Green and Hannah had washed up on the Watson place after hard voyages, and they were tired. They swept out the little Dyer cabin and made it “the first home I ever knew,” as Green said weepily, wiping his long sniffling nose with the back of his hand. There they vowed to love each other the best way they knew how until death parted them.

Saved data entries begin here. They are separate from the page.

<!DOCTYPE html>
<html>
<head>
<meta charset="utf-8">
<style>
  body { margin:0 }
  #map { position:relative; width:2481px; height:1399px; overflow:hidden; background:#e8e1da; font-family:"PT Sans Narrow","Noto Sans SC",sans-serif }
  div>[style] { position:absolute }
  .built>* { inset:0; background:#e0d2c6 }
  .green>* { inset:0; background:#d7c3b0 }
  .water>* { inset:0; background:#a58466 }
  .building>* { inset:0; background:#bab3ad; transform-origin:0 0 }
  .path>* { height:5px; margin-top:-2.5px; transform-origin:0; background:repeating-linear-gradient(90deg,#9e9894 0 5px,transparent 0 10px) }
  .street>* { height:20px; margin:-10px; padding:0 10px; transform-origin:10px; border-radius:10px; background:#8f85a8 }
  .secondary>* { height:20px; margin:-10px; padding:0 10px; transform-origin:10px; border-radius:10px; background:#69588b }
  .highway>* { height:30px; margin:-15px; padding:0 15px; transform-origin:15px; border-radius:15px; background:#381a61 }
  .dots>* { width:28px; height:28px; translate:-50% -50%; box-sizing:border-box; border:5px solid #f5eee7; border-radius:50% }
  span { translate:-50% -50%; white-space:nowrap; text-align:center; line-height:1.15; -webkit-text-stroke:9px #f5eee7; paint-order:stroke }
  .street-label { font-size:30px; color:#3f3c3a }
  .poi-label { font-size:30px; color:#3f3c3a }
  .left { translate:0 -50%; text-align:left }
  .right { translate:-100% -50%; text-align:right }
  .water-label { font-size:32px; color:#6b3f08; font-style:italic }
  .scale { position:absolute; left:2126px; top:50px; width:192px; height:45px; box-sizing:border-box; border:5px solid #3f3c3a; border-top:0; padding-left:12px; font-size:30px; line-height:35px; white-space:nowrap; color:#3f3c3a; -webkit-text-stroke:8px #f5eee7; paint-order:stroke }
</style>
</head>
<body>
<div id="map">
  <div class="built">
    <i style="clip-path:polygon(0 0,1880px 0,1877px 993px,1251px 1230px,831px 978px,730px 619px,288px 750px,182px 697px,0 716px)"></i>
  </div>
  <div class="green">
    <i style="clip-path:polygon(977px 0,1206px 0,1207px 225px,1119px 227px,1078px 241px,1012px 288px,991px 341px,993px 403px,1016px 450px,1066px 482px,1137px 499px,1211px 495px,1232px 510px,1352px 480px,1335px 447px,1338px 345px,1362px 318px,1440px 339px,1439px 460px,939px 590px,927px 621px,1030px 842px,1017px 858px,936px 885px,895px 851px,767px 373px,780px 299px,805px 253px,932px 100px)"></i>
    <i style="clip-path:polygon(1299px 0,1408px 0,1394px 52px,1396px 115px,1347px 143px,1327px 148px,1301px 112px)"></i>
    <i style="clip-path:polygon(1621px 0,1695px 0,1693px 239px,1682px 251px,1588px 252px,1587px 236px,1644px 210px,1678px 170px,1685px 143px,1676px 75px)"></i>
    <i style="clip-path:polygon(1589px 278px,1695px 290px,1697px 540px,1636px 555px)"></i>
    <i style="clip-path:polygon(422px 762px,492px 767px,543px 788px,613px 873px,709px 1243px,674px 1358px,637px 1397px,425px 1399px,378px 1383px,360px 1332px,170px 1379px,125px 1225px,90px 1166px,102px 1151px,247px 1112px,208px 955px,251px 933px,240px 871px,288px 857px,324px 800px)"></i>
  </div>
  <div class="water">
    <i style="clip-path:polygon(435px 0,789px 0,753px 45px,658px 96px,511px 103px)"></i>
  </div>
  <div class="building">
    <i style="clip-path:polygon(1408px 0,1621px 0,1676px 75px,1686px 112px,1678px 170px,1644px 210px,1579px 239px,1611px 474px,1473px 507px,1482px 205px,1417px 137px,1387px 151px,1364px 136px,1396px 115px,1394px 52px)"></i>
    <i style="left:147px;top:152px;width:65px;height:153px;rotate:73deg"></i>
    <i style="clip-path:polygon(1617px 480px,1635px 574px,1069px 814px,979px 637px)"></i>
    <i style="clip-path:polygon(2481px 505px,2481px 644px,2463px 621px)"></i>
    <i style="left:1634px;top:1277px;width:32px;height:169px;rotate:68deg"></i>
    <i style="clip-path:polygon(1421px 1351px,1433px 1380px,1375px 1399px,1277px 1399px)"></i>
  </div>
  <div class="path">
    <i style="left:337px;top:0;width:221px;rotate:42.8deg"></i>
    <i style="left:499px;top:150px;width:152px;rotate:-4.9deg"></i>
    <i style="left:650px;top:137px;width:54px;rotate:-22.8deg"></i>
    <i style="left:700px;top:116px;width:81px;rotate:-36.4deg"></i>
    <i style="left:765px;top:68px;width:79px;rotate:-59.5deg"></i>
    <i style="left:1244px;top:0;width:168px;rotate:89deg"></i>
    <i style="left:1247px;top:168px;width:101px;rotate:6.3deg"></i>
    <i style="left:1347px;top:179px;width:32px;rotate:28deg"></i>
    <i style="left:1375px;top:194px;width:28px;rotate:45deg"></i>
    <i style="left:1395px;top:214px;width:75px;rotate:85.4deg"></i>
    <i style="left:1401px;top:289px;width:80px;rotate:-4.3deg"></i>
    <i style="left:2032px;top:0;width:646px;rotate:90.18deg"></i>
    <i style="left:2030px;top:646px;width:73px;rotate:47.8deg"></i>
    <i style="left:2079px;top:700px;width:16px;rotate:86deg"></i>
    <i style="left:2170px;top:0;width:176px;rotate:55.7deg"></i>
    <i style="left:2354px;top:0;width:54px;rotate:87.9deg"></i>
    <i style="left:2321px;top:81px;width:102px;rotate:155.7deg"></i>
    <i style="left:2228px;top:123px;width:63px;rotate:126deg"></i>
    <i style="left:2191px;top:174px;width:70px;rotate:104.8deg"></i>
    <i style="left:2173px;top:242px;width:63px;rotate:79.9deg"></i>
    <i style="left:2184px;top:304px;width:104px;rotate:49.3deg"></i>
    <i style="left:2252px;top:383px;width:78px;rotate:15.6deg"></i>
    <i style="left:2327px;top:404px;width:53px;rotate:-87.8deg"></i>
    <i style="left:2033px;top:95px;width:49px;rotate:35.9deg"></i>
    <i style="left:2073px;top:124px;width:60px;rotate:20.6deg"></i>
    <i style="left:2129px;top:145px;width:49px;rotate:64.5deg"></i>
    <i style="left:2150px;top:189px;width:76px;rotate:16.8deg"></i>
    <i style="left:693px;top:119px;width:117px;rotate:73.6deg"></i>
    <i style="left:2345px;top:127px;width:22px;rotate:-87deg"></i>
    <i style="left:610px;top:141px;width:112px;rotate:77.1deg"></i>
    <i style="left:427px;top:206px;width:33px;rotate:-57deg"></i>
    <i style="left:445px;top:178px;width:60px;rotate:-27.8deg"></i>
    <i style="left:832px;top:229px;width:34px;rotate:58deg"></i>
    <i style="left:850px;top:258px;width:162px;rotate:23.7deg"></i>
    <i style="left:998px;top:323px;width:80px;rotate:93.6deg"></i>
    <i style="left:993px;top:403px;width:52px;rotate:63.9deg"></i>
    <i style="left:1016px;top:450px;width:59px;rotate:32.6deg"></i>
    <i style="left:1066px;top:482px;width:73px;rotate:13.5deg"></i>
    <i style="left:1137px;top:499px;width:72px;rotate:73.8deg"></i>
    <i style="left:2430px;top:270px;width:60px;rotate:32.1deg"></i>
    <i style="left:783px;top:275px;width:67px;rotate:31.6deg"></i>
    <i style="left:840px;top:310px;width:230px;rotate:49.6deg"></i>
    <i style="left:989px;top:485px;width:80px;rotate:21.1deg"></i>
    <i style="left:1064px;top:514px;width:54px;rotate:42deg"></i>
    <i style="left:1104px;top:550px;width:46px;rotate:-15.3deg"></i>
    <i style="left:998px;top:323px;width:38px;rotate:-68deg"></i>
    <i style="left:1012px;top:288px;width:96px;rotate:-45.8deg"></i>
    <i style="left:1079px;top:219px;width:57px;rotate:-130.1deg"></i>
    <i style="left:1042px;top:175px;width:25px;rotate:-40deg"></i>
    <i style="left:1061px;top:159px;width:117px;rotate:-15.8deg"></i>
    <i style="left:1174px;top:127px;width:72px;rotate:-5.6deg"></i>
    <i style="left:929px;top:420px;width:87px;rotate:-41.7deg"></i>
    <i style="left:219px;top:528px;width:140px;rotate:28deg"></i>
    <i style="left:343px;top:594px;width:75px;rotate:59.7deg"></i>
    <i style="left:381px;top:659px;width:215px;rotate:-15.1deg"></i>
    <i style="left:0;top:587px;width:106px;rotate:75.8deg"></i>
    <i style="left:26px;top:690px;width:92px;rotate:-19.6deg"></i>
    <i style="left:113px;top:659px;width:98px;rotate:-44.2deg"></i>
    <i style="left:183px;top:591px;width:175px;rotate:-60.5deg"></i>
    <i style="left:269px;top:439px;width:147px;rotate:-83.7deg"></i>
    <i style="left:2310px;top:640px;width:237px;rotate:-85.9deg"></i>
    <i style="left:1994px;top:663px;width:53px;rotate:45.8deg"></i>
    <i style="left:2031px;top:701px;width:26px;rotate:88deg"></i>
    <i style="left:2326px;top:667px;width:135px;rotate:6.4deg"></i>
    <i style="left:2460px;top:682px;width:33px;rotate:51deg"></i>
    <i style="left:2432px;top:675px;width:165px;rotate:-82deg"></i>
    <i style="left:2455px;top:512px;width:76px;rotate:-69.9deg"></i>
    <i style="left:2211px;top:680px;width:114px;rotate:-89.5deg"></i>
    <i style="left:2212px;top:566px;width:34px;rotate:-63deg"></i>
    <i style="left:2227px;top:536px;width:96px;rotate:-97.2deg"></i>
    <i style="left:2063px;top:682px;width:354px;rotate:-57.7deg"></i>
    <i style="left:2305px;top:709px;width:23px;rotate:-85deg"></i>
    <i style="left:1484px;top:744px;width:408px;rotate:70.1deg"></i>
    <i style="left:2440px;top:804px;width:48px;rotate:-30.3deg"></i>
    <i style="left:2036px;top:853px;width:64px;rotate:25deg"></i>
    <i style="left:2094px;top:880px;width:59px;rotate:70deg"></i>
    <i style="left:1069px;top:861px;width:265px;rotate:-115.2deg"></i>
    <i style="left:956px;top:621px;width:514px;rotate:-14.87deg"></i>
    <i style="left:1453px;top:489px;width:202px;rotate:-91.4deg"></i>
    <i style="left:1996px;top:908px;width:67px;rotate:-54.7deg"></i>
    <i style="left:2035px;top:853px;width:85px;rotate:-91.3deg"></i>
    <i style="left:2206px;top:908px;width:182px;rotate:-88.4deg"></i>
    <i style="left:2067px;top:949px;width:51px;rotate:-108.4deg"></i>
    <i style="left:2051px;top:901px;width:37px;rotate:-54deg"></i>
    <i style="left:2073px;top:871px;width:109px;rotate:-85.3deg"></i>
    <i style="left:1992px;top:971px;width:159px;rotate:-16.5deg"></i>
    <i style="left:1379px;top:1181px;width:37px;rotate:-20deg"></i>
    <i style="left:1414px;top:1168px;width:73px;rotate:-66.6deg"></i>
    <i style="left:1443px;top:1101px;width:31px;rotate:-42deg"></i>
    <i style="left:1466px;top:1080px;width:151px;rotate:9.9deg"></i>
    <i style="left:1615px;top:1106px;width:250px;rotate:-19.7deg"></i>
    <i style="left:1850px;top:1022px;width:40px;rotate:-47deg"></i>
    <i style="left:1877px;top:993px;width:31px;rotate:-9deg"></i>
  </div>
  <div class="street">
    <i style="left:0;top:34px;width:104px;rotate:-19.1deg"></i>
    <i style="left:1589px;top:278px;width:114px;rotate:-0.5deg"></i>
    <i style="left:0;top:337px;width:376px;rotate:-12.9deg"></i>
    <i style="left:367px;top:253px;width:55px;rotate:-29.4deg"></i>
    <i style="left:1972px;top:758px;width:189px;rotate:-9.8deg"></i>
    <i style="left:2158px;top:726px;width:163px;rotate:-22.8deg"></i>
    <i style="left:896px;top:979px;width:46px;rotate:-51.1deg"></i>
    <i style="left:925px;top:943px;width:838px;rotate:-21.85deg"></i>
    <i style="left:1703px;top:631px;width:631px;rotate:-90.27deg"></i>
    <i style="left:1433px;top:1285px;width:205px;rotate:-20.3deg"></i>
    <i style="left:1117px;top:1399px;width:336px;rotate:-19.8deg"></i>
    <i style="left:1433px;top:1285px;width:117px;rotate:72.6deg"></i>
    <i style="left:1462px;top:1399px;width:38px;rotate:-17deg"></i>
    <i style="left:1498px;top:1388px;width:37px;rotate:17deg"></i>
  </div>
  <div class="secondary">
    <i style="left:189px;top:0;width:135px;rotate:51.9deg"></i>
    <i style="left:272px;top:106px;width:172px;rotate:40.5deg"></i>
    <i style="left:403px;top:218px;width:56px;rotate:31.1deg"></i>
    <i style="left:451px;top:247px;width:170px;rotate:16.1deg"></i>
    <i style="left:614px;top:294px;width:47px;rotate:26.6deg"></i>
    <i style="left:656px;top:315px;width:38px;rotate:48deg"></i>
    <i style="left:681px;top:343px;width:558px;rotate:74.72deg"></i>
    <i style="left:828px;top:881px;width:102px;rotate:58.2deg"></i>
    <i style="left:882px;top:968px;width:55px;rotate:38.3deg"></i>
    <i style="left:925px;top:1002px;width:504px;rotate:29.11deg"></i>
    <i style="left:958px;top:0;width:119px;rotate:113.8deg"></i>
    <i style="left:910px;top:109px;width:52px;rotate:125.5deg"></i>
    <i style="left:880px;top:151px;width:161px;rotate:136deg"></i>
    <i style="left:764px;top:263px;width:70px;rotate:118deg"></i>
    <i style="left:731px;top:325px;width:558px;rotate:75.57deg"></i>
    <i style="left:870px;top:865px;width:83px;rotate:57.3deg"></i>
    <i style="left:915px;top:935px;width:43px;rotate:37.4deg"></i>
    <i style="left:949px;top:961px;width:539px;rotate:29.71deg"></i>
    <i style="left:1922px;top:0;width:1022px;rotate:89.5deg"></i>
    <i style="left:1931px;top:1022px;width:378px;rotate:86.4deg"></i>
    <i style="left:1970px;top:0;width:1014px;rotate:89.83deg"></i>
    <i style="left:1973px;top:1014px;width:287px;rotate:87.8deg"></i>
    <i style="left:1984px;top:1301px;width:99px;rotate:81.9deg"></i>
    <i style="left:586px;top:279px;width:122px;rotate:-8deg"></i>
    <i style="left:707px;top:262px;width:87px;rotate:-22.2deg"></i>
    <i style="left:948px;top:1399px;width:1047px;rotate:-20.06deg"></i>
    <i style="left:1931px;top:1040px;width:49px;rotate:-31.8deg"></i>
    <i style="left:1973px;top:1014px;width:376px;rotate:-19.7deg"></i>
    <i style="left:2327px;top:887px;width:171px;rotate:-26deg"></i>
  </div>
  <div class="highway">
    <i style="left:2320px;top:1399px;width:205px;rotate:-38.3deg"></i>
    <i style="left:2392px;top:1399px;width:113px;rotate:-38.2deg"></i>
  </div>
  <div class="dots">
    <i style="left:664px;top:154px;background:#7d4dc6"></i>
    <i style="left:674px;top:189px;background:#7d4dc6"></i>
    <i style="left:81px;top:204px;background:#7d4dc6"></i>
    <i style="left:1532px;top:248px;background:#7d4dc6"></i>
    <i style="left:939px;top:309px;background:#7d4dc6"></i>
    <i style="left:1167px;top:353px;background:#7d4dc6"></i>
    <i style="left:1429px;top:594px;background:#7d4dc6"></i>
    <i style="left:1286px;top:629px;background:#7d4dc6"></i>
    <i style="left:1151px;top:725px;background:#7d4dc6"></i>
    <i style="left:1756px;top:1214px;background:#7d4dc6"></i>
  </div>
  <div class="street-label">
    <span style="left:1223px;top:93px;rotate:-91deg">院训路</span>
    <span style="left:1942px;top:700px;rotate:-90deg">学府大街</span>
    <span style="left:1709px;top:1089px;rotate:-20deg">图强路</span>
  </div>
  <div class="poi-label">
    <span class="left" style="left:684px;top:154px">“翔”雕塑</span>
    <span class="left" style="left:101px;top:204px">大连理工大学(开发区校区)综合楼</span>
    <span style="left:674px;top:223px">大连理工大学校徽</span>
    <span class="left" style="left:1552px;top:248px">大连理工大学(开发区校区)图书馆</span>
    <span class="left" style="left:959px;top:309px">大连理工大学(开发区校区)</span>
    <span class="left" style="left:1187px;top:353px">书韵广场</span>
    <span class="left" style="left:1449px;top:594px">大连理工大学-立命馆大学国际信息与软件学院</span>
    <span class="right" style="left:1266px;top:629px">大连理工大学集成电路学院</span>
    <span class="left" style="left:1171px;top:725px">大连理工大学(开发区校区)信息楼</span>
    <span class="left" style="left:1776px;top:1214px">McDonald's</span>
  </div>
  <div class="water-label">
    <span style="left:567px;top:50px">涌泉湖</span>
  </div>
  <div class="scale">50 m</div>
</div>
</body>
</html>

Poor as we were, we always had plenty to eat, with Hannah’s garden patch back of the cistern, also two milk cows, hogs and chickens, papaws, pears and guavas, coconuts, bananas-all in addition to fresh fish and game. Lucius was sure that in no time at all Watson’s “Island Pride” Syrup would come back strong, and gradually my own hope revived a little. These people trusted me to get back on my feet and I aimed to do it. “Can’t keep a good man down,” Waller would snigger, winking at Hannah. Hearing those words, she would gaze at her man hungrily as she rose like a genie from the table and hurried him off to bed.
May 1910 was the month of that ghostly white fire in the sky that was seen at first as the Star of Bethlehem but was later feared by the more pious as the Great Tribulation or even the Exterminating Angel of the Book of Exodus, who would spare only those earthly dwellings whose lintels were marked with the Blood of the Lamb. According to the newspapers, that broad luminous streak crossing the heavens every night was Halley’s Comet, which was causing suicides around the world out of man’s terror that this sinful world was coming to an end, but since our third child was delivered at the Key West hospital while that light was still flaring in the heavens, I decided to take that mysterious apparition as a good omen.